====== Dataset excerpts

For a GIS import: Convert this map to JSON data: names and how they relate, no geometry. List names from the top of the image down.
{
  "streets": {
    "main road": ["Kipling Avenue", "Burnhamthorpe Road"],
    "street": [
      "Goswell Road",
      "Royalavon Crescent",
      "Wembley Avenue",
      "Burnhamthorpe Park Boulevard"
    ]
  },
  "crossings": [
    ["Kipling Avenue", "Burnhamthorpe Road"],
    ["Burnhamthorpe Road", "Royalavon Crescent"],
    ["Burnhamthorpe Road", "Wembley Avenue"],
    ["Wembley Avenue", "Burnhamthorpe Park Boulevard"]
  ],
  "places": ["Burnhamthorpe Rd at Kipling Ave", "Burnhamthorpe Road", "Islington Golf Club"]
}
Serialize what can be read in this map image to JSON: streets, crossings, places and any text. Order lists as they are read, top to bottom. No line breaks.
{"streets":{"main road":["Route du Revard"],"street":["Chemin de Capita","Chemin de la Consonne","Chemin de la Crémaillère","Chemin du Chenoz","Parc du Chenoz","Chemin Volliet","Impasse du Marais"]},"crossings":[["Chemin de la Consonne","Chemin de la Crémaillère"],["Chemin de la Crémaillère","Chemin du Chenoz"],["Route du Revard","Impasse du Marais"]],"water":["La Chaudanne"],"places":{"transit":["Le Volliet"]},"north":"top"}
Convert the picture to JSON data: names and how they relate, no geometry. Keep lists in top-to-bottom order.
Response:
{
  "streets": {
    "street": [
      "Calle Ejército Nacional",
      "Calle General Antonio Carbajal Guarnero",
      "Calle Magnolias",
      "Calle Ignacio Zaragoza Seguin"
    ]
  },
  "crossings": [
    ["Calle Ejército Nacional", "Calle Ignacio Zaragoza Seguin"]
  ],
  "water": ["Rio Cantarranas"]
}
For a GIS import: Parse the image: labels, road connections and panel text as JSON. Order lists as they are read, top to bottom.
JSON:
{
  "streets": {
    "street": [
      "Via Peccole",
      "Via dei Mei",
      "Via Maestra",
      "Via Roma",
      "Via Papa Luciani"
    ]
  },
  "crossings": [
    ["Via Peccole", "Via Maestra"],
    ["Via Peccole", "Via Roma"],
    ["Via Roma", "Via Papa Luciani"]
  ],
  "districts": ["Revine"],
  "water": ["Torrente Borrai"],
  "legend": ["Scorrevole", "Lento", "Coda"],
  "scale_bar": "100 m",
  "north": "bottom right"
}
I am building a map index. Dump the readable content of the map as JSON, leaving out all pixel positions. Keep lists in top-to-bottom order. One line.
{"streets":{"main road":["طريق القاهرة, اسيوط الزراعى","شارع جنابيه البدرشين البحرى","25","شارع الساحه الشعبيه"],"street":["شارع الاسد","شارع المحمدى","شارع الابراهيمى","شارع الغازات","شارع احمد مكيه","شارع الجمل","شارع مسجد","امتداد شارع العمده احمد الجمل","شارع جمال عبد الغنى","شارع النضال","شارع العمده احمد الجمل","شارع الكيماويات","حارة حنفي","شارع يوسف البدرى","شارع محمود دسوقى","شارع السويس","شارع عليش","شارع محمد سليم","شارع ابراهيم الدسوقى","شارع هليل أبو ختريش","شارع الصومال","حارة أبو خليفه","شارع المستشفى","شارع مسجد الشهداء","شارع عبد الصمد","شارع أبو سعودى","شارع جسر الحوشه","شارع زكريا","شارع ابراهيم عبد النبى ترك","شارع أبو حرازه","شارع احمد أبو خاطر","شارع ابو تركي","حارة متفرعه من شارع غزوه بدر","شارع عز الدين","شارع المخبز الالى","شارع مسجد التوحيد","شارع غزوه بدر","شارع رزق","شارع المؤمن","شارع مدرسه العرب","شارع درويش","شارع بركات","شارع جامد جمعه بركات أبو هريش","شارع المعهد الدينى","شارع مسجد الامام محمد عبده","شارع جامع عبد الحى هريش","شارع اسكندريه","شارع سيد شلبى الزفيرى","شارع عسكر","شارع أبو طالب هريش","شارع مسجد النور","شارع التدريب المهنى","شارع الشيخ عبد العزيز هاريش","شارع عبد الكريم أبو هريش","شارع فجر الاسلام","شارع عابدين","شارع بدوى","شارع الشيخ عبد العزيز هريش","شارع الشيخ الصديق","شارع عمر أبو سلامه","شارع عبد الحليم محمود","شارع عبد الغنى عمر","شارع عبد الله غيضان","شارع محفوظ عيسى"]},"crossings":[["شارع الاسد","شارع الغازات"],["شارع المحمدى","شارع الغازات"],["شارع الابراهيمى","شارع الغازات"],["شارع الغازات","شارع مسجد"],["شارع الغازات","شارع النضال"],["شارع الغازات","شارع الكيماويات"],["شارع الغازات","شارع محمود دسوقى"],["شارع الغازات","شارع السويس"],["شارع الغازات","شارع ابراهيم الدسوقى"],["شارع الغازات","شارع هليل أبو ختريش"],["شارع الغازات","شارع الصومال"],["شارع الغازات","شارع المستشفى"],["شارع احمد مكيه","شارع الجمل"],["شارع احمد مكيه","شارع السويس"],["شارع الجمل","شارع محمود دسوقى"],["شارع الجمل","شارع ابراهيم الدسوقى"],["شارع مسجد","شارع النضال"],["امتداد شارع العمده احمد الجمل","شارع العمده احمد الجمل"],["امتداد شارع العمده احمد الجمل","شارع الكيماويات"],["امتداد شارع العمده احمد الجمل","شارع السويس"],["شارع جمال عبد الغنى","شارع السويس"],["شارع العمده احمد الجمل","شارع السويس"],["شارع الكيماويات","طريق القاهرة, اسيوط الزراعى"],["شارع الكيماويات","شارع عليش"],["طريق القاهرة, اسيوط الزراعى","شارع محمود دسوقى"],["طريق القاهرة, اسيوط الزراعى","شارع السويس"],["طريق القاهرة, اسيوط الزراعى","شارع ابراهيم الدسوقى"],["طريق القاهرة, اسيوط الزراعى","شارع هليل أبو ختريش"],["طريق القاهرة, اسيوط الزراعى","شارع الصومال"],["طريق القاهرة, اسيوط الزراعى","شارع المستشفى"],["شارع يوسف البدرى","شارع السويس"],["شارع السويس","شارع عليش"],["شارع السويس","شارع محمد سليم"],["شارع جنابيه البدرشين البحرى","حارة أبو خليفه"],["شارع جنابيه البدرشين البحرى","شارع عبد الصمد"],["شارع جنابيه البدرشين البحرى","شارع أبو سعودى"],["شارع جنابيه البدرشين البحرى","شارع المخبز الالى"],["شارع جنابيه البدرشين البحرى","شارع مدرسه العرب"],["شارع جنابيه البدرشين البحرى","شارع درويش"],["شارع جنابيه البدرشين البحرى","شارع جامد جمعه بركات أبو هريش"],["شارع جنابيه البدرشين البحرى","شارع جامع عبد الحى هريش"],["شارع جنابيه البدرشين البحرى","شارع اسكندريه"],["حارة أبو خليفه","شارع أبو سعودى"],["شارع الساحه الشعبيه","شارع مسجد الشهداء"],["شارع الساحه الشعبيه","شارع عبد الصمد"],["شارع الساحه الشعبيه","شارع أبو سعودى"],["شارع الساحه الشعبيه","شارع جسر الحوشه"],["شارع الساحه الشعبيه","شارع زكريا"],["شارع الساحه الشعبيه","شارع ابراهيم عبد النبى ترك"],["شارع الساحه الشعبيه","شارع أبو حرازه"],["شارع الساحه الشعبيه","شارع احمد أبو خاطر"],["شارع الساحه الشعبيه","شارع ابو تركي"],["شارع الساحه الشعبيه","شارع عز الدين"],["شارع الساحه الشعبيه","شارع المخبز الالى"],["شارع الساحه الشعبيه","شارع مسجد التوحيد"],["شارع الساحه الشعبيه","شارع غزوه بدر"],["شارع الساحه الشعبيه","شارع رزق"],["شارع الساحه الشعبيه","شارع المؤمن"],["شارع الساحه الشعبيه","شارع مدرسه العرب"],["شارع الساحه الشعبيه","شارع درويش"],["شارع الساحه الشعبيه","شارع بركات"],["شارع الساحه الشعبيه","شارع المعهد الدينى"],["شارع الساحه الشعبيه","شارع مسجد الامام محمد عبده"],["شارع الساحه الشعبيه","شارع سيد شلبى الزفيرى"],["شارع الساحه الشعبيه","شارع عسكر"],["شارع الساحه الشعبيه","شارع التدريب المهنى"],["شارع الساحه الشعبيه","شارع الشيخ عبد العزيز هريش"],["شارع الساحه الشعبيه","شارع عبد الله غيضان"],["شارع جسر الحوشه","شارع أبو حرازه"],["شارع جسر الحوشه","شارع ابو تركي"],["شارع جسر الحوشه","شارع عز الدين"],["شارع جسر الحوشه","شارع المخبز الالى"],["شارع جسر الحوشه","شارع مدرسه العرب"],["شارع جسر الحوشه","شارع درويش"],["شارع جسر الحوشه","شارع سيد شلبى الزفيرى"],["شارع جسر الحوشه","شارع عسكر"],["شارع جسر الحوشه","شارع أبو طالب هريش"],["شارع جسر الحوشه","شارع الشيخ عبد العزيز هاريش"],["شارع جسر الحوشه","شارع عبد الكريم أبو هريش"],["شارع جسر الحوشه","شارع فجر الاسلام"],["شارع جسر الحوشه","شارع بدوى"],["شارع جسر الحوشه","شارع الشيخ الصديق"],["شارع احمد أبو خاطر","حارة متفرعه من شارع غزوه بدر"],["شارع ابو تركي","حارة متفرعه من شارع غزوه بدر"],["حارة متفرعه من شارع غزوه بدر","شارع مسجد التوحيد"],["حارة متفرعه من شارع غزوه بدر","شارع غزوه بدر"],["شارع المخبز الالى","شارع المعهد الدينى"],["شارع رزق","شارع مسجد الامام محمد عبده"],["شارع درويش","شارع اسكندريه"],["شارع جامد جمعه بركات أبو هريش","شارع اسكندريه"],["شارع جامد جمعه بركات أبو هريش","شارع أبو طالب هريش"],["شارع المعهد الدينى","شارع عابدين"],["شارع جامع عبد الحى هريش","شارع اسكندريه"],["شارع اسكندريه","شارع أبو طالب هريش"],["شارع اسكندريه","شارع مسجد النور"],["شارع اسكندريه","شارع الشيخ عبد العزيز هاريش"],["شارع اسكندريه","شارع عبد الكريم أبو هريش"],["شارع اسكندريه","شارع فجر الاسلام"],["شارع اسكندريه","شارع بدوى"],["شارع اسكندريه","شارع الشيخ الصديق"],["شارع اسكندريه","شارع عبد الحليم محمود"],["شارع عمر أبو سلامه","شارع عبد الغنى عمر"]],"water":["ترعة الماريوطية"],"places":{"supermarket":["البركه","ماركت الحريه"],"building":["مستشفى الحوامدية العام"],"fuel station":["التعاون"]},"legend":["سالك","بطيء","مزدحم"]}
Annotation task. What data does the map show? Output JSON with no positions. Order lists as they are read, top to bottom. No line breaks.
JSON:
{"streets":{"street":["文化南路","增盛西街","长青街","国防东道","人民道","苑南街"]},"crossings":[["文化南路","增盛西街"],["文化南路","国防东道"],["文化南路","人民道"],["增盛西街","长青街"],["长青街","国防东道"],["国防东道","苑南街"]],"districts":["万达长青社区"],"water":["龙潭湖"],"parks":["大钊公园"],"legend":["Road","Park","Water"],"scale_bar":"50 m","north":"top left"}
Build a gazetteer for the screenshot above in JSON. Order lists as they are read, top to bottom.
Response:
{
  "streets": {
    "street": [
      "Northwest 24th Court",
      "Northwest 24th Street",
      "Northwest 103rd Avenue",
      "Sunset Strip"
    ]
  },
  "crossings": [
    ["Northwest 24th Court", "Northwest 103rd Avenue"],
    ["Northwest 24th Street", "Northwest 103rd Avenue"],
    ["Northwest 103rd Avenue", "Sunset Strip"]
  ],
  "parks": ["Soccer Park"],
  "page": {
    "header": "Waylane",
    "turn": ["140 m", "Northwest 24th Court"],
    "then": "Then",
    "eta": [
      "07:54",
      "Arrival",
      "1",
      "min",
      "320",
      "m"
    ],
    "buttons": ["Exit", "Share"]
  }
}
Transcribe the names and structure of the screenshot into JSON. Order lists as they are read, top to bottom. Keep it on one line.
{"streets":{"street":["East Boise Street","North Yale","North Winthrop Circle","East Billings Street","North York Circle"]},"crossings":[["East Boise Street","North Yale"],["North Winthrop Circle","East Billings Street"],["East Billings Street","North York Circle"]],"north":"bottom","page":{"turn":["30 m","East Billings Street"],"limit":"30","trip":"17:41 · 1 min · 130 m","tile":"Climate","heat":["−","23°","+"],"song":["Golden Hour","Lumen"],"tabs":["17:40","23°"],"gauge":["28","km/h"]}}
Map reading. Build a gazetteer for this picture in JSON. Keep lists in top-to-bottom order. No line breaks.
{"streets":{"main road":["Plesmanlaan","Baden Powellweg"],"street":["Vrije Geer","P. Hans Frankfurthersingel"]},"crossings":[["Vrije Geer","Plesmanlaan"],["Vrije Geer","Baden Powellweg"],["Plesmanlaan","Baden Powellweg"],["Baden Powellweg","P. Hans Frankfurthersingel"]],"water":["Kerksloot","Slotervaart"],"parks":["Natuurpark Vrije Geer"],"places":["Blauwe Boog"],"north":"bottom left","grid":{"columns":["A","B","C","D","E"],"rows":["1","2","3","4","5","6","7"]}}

============

- _Problem statement_
Of the entries above, tally the lines with "Papa" in them. Only the total should be given.

- _Written solution_
2